[Items listed in a dataset]
= = = =
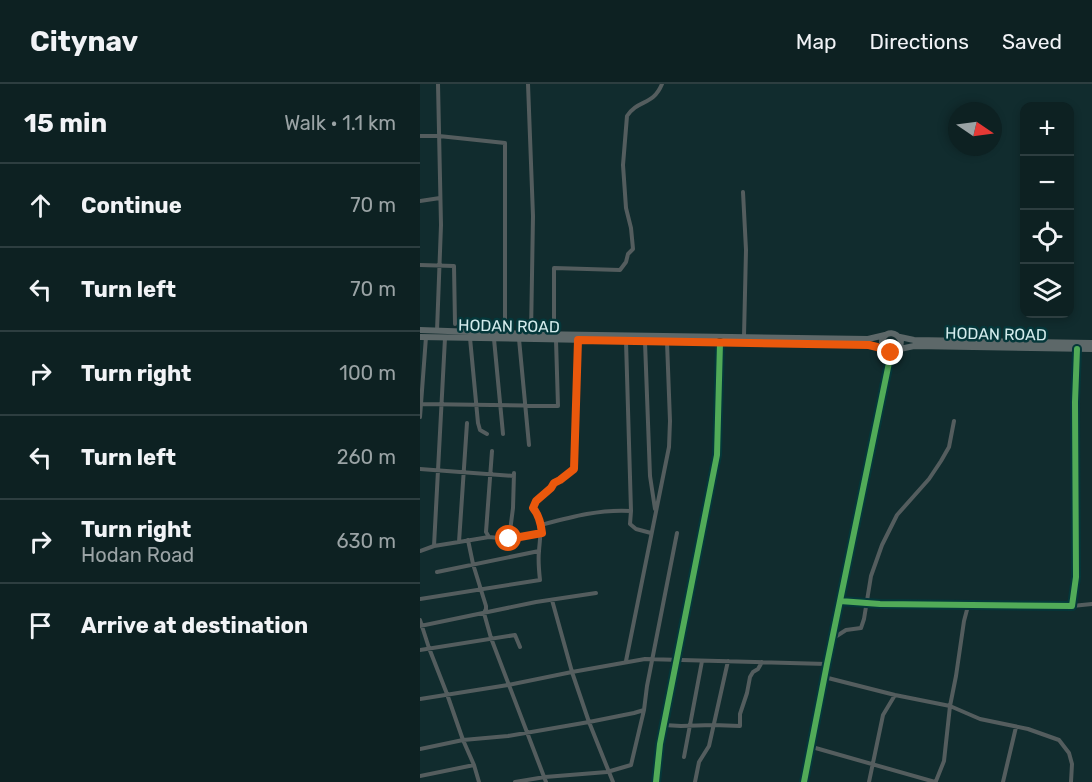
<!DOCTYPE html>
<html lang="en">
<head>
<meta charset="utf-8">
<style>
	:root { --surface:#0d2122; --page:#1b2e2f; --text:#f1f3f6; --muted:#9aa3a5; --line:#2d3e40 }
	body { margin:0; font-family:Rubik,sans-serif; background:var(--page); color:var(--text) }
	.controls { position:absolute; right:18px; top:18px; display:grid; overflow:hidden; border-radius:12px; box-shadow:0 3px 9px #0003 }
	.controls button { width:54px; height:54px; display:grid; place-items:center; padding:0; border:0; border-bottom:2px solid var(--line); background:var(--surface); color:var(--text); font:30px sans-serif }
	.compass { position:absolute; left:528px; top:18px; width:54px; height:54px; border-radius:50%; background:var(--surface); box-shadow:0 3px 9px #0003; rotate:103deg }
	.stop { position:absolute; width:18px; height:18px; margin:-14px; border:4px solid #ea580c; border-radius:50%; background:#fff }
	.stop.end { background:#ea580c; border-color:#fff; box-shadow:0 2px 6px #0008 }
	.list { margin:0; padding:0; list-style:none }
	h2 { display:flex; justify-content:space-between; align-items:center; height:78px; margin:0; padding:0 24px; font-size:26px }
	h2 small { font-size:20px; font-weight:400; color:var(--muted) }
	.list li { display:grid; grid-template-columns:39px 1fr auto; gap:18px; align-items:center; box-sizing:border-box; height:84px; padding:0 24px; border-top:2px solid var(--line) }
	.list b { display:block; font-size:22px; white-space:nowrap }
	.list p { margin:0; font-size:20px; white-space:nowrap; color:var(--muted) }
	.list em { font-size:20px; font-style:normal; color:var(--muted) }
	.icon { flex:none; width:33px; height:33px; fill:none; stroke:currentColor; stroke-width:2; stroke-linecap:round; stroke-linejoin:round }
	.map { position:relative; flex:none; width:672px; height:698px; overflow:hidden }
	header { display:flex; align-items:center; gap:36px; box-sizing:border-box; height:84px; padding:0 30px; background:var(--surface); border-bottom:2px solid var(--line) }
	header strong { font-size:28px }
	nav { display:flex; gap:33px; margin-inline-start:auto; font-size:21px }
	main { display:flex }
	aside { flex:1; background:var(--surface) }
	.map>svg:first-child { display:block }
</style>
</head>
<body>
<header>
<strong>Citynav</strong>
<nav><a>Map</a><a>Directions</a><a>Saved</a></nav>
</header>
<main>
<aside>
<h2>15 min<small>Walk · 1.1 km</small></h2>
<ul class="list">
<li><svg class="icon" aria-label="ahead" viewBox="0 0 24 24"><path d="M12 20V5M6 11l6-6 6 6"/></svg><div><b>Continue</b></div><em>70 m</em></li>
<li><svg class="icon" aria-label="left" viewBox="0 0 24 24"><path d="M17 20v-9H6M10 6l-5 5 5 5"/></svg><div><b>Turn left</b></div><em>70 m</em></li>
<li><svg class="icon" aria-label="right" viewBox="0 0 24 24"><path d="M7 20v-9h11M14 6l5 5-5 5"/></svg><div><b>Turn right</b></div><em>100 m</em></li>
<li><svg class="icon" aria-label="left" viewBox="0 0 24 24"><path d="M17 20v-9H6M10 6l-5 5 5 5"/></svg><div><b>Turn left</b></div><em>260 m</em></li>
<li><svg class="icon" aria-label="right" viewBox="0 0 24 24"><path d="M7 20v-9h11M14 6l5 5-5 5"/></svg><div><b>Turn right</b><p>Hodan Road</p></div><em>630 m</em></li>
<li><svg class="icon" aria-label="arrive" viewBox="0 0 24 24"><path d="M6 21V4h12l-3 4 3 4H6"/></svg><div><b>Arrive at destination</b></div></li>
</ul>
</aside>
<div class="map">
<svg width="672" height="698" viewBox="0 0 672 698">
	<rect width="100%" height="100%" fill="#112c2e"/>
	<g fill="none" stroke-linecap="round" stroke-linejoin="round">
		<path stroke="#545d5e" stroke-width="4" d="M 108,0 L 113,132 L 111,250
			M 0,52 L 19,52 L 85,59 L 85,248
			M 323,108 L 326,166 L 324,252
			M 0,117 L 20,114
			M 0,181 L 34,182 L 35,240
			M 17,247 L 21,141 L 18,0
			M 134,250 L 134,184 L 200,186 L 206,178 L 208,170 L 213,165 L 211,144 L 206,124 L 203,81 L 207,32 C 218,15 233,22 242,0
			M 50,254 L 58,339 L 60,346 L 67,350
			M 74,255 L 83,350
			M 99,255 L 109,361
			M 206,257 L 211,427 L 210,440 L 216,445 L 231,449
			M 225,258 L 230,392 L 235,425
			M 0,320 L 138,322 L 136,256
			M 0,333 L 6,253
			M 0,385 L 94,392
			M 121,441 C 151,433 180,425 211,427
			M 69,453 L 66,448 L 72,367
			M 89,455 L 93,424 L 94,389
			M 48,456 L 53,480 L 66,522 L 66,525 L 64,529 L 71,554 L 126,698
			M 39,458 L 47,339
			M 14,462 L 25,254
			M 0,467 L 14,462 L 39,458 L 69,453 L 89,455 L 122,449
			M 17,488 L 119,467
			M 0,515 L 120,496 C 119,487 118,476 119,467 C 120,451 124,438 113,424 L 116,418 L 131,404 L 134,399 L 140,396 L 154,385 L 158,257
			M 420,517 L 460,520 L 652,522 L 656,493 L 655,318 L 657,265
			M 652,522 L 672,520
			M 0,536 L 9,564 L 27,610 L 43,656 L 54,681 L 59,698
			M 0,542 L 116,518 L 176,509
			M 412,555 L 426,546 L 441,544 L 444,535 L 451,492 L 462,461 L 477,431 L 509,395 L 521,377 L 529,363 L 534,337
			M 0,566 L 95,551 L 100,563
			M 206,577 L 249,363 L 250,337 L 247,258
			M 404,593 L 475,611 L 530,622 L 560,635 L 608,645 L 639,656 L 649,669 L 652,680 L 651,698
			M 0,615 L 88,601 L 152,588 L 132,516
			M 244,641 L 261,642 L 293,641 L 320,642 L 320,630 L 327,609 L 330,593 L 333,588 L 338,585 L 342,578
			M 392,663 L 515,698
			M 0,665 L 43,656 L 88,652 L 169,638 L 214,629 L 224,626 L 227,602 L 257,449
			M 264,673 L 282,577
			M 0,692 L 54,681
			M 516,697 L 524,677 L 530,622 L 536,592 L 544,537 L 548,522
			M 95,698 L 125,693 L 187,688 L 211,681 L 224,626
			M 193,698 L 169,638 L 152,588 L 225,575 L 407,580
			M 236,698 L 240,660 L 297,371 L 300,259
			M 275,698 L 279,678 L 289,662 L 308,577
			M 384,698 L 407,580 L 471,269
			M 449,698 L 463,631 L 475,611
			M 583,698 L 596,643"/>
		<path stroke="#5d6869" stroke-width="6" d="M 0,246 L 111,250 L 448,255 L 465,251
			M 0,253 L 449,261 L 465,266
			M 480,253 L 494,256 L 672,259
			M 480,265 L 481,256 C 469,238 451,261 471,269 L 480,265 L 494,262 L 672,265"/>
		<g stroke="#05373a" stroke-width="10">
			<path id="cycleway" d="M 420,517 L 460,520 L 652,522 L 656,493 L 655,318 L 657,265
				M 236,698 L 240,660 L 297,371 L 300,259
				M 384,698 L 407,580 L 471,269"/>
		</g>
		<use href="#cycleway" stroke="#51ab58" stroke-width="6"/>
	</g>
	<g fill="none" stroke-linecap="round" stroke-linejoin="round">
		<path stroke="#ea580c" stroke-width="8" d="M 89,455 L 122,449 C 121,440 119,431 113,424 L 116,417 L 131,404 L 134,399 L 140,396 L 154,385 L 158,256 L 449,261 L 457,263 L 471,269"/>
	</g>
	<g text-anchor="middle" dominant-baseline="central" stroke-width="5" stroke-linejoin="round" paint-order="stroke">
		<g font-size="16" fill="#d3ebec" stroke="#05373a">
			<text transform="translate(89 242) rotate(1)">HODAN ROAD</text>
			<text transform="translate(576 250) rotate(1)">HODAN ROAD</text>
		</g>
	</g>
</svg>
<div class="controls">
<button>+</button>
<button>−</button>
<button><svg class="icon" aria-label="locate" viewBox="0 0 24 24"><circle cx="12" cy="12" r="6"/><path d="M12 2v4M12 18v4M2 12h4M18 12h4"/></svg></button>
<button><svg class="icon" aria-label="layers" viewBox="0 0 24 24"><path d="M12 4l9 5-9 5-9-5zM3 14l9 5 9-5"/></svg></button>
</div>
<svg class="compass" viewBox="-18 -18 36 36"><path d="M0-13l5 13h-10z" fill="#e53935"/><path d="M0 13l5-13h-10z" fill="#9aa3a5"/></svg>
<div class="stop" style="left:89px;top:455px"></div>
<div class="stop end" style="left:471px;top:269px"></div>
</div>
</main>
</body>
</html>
= = = =
## Work request
Each line above from the one with "position:absolute; right:18px; top:18px;" up to and including the one with "position:absolute; width:18px; height:18px;" must be set down exactly, and no line outside that span may appear.

## Response area
	.controls { position:absolute; right:18px; top:18px; display:grid; overflow:hidden; border-radius:12px; box-shadow:0 3px 9px #0003 }
	.controls button { width:54px; height:54px; display:grid; place-items:center; padding:0; border:0; border-bottom:2px solid var(--line); background:var(--surface); color:var(--text); font:30px sans-serif }
	.compass { position:absolute; left:528px; top:18px; width:54px; height:54px; border-radius:50%; background:var(--surface); box-shadow:0 3px 9px #0003; rotate:103deg }
	.stop { position:absolute; width:18px; height:18px; margin:-14px; border:4px solid #ea580c; border-radius:50%; background:#fff }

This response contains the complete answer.